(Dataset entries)

● ● ● ●

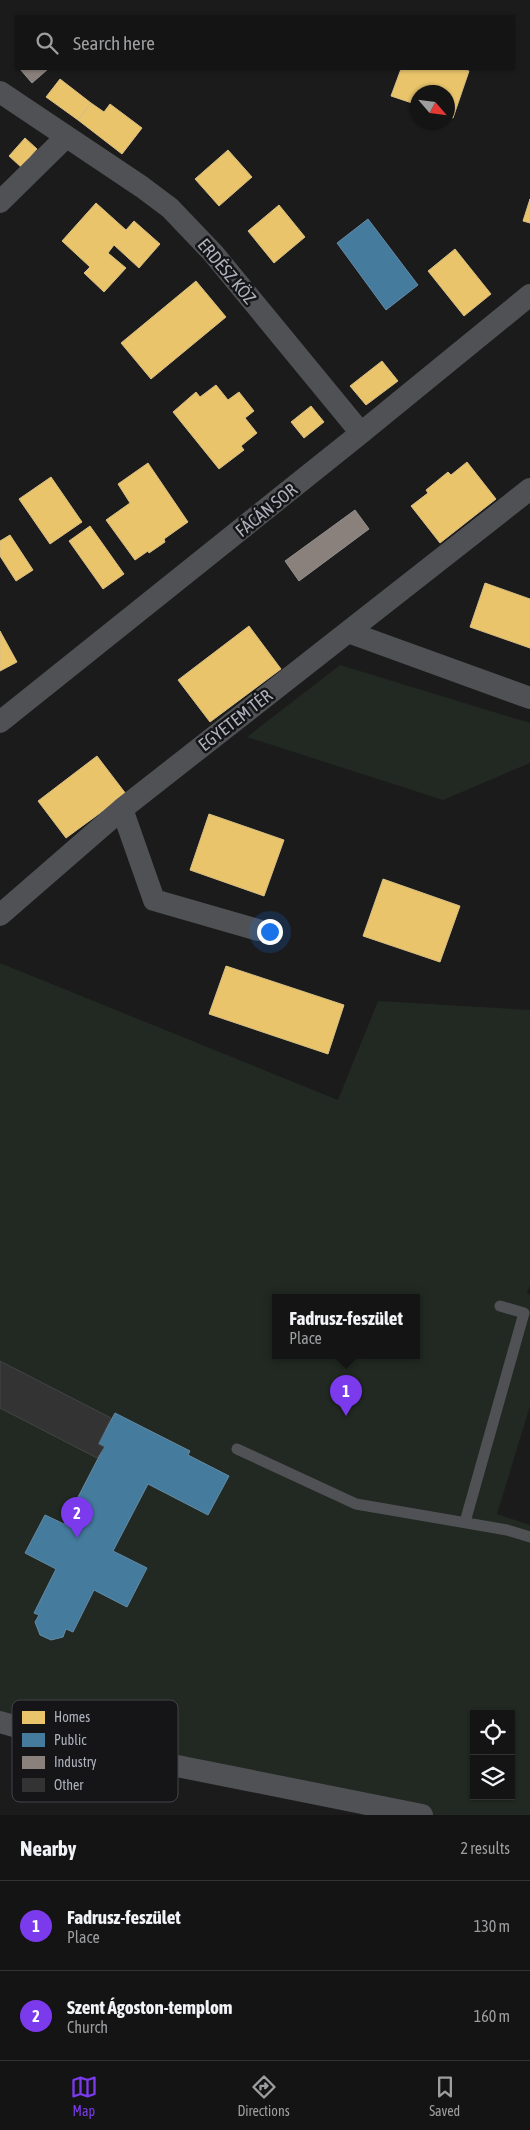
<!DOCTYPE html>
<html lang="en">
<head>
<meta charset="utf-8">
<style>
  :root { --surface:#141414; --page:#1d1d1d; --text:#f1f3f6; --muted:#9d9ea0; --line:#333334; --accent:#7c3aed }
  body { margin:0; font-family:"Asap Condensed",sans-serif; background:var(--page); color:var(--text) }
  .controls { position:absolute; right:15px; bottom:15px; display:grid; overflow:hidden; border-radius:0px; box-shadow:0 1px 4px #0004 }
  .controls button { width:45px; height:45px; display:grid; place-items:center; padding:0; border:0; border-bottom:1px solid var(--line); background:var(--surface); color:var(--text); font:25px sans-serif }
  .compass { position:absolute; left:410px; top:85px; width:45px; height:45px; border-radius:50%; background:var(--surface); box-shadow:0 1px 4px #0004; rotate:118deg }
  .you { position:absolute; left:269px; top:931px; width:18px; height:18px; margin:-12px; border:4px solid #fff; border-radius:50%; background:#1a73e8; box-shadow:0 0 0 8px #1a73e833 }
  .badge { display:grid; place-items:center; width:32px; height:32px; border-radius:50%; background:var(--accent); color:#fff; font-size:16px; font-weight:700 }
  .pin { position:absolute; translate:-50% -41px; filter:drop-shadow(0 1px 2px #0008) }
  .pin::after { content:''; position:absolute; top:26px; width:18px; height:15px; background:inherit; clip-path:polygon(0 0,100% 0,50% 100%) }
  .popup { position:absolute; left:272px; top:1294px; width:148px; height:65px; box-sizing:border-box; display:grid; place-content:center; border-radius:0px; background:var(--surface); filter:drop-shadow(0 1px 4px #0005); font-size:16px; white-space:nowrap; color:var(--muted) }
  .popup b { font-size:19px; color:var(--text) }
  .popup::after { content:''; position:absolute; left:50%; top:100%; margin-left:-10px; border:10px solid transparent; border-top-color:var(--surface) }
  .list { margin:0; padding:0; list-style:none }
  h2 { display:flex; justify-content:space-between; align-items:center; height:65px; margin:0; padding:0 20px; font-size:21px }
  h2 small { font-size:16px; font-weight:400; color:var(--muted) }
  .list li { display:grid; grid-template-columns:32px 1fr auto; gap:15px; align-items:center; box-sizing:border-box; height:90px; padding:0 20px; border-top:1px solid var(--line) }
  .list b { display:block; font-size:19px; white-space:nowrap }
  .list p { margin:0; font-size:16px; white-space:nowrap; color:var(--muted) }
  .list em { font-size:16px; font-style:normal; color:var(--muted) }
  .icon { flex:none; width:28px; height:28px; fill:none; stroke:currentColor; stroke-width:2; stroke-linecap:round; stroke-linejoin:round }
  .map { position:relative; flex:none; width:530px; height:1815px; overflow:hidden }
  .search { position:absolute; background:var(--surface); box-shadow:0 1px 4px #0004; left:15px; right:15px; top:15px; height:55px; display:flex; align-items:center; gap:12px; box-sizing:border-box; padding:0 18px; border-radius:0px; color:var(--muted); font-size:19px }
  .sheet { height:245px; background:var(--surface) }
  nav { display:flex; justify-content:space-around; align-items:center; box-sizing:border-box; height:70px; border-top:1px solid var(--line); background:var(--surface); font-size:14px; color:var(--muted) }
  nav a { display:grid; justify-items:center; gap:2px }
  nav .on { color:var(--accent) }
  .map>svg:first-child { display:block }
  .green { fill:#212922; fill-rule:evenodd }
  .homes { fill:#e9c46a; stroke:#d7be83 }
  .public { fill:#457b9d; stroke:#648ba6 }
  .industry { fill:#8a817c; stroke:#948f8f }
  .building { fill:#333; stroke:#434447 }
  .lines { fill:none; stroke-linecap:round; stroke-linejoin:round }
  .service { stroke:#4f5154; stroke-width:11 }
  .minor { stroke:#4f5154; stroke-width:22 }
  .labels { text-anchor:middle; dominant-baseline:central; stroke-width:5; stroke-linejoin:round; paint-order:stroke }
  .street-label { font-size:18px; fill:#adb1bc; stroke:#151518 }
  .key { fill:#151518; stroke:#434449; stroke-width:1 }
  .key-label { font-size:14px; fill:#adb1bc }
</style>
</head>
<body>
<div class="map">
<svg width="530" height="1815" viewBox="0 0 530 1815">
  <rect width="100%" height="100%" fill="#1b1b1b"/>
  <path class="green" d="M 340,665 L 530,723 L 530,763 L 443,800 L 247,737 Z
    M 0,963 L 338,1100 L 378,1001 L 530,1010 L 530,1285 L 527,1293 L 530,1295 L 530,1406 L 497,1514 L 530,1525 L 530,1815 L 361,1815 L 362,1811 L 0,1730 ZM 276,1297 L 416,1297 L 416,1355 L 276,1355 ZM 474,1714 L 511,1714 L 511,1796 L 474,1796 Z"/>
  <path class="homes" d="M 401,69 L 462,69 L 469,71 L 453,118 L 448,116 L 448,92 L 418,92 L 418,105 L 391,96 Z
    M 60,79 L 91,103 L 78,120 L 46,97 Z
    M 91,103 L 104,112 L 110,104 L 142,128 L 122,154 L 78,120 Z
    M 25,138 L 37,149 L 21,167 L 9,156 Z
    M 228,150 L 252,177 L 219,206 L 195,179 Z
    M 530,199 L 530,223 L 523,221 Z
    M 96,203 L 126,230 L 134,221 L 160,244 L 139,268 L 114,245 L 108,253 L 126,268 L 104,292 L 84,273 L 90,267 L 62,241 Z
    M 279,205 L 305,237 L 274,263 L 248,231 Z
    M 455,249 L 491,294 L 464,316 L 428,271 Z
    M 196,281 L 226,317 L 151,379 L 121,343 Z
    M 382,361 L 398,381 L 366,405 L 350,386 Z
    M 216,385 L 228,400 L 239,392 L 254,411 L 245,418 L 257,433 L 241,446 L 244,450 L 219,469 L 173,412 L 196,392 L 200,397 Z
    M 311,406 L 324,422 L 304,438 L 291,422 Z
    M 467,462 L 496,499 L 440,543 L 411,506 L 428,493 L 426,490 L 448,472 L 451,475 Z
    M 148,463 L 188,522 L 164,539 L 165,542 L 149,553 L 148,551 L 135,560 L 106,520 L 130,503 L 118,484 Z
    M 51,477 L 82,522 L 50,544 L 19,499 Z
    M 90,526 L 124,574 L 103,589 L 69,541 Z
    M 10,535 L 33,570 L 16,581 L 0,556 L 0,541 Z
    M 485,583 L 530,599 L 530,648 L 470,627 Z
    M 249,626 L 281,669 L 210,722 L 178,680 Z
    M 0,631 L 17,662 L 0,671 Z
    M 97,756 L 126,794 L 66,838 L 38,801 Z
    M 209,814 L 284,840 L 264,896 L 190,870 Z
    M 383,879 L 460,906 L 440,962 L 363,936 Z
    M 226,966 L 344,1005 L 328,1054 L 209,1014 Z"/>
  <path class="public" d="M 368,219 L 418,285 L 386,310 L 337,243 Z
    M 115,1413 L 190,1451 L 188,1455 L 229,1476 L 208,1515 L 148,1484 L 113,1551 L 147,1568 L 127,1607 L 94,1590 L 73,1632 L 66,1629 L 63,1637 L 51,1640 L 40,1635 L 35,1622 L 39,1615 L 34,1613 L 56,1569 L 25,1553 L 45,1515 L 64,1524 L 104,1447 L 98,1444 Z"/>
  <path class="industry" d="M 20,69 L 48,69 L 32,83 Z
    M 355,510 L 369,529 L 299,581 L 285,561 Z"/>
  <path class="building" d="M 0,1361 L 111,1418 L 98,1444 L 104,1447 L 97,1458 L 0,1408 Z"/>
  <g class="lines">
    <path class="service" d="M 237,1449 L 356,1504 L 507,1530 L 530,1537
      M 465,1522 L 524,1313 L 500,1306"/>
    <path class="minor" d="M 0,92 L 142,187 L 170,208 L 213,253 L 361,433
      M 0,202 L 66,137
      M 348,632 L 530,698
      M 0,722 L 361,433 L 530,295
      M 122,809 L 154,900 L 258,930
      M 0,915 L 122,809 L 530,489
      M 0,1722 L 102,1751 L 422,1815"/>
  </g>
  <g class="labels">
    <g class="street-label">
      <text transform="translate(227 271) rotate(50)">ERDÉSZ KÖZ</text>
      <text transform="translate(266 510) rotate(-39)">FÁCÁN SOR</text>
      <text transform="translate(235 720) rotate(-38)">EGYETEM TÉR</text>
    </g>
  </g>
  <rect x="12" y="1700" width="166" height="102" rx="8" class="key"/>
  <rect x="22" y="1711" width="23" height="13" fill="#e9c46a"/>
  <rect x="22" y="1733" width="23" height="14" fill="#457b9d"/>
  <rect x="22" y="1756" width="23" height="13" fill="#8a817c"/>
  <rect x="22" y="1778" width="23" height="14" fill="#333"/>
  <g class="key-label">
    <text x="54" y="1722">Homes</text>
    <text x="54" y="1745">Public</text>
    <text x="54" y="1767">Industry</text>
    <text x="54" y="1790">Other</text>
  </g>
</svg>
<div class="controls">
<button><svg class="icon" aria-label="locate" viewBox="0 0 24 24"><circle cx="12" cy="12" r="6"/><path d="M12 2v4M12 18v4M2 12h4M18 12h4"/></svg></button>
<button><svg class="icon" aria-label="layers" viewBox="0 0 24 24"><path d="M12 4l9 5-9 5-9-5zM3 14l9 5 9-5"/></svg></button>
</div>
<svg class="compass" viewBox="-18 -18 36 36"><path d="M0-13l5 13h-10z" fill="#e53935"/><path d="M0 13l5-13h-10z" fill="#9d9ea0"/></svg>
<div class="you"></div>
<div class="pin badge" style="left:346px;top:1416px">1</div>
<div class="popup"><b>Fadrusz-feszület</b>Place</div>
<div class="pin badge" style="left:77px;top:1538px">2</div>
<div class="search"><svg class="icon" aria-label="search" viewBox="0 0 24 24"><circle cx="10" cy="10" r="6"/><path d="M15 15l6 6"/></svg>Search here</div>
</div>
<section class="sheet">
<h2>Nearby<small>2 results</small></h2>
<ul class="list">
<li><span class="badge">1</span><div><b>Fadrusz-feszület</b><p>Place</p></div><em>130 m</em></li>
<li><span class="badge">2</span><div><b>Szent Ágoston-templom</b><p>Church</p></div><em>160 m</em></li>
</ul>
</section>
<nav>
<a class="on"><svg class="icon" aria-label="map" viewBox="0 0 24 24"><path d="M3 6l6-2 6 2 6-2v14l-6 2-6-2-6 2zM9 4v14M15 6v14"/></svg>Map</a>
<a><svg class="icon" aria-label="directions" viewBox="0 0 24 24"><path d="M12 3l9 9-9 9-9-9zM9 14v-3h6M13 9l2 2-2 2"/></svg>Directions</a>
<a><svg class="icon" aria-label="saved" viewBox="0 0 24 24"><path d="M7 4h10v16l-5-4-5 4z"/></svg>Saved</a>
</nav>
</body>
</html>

● ● ● ●

#### ASSIGNMENT
Retype only the stretch of lines above starting at the one with "margin:0; font-size:16px; white-space:nowrap;" and stopping at the one with "flex:none; width:28px; height:28px;", exactly as written, with both kept.

#### ANSWER TO THE PROBLEM
  .list p { margin:0; font-size:16px; white-space:nowrap; color:var(--muted) }
  .list em { font-size:16px; font-style:normal; color:var(--muted) }
  .icon { flex:none; width:28px; height:28px; fill:none; stroke:currentColor; stroke-width:2; stroke-linecap:round; stroke-linejoin:round }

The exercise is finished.